No, we are not. The Bill that is starting Second Reading tomorrow in this House will make it very clear that local plans are what are required from local authorities. It is important that they have local plans. Only 40% of local authorities have up-to-date ones at the moment. It is important that all local authorities have up-to-date plans, because the evidence shows that local authorities that do not have a local plan often deliver up to 14% less housing than those that do.

My Lords, in the 1950s Maurice Macmillan announced the target of 300,000 houses a year. He was very reluctant to do it, but it was forced upon him by an ambitious Tory party conference. He then decided to appoint one of his Defence Ministers, Ernest Marples, to do it. Ernest Marples had made his fortune owning Marples Ridgway, building roads, so he knew a trick or two. Within two years he had built 300,000 houses, so it is quite possible for our country to build 300,000 houses a year if we are determined to do it.

I absolutely agree with my noble friend. That is exactly what we are determined to do through the measures in the Levelling-up and Regeneration Bill, which is coming into this House tomorrow, in accordance with our manifesto.

My Lords, does the Minister not recognise that it is not just the absolute number that is important but the type of tenure? What is crystal clear for anyone who looks at the figures is, in effect, the collapse of availability of social housing in this country. Until the Minister can show us a plan by the Government to try to restore that as a proportion of the total number of households in the country, we will not meet the acute need as required.

The noble Lord is absolutely right, but we are investing £11.5 billion through our affordable homes programme to deliver up to 180,000 more affordable homes. A large number of these will be available for social rent. Also, the Government have provided a range of tools to help councils deliver more homes, particularly in this sector. They include the councils’ freedom on how to spend the money received from the right-to-buy sales. The Government also abolished the housing revenue account borrowing cap in 2018, allowing councils to borrow more money to build more homes.

My Lords, do the Government appreciate the value of community land trusts? To follow on from the last question, they actually build homes that are affordable, but affordable in perpetuity because they are not sold on at vast increases in cost. Have the Government evaluated that?

Yes. Many local authorities in the country certainly work closely with community land trusts. I do not have an update on what is happening nationally, but I will certainly get an answer to the noble Baroness.

My Lords, the Minister will have seen the press reports from Barratt and some of the other big-volume housebuilders, saying that they are going to produce fewer homes in the current economic circumstances of the year ahead. This is not a great tragedy in everybody’s view, since some of these schemes will be horrible, soulless estates outside town with very few amenities and poor public transport. However, we need the extra homes in this country to meet the nation’s needs. Is this not the moment to boost social housing investment? Is this not just the right time, when we know that the housebuilders are not going to do it, to really get going with some of the social housing that we so desperately need?
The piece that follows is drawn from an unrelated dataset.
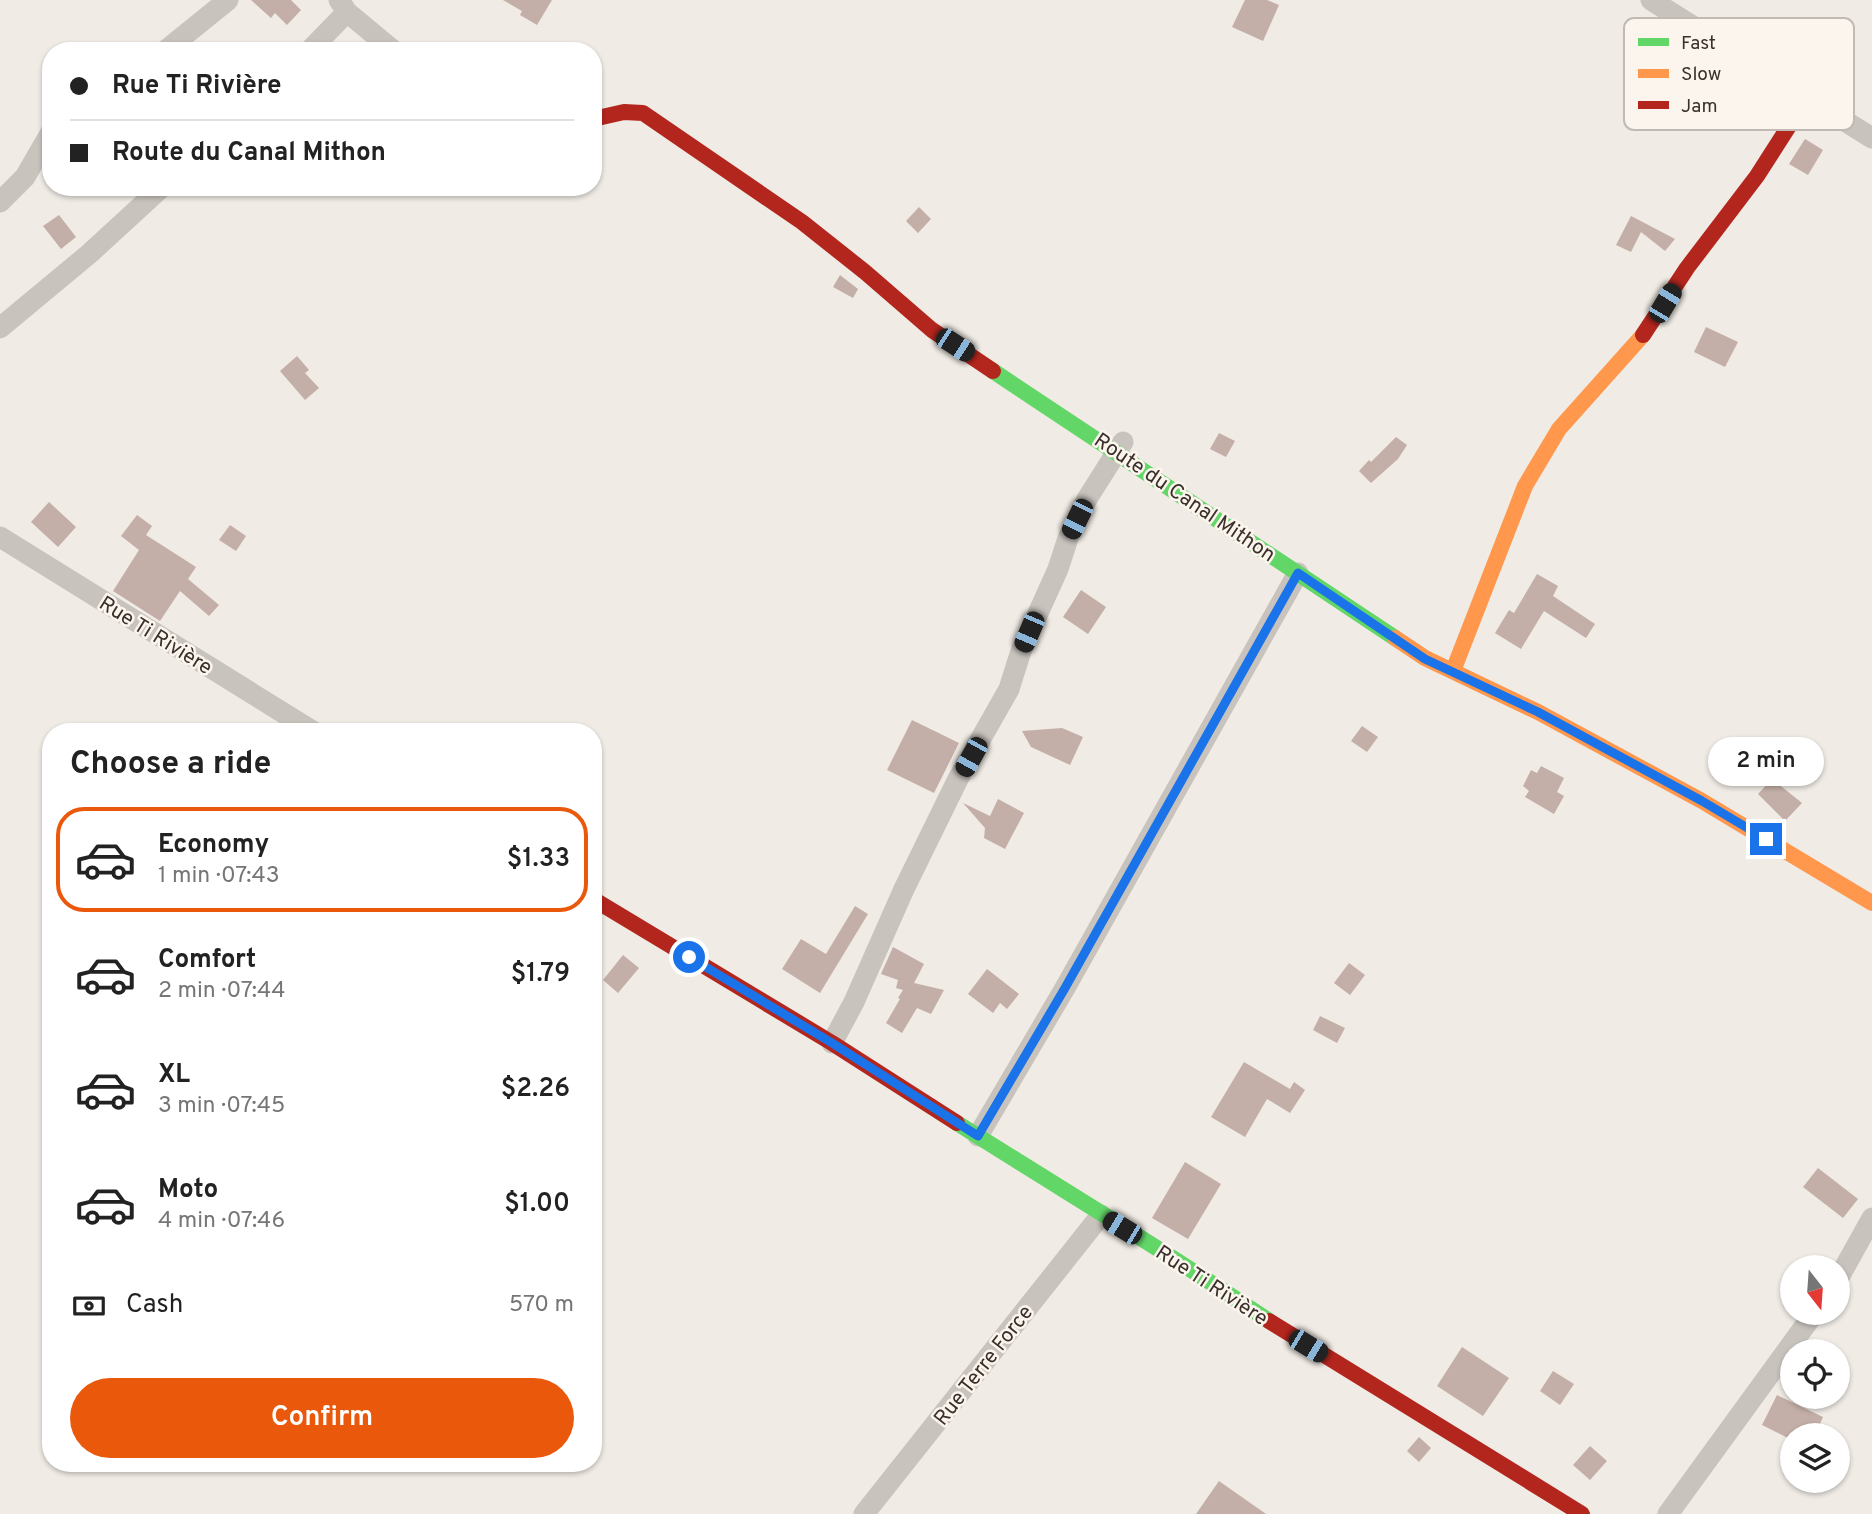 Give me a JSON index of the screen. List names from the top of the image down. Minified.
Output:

Yes, the noble Lord is absolutely right. That is why we put £500 billion this year into local authorities, so that they can buy houses for social housing rent, particularly in areas of most need.

My Lords, the National Planning Policy Framework from Greg Clark, when he was Secretary of State, gave government the power to impose targets locally if the local authority could not come up with a local plan. My understanding is that the latest amendments to the levelling-up Bill mean that that will not be the case and that these local plans and targets will be advisory. I cannot understand how this will lead to anything other than a reduction in housing stock. I would like my noble friend the Minister to comment.

My Lords, the Government need to work closely with local authorities to ensure that they are building the houses that are required in their area. If every local authority builds the number of houses required in its area, we will hit that target.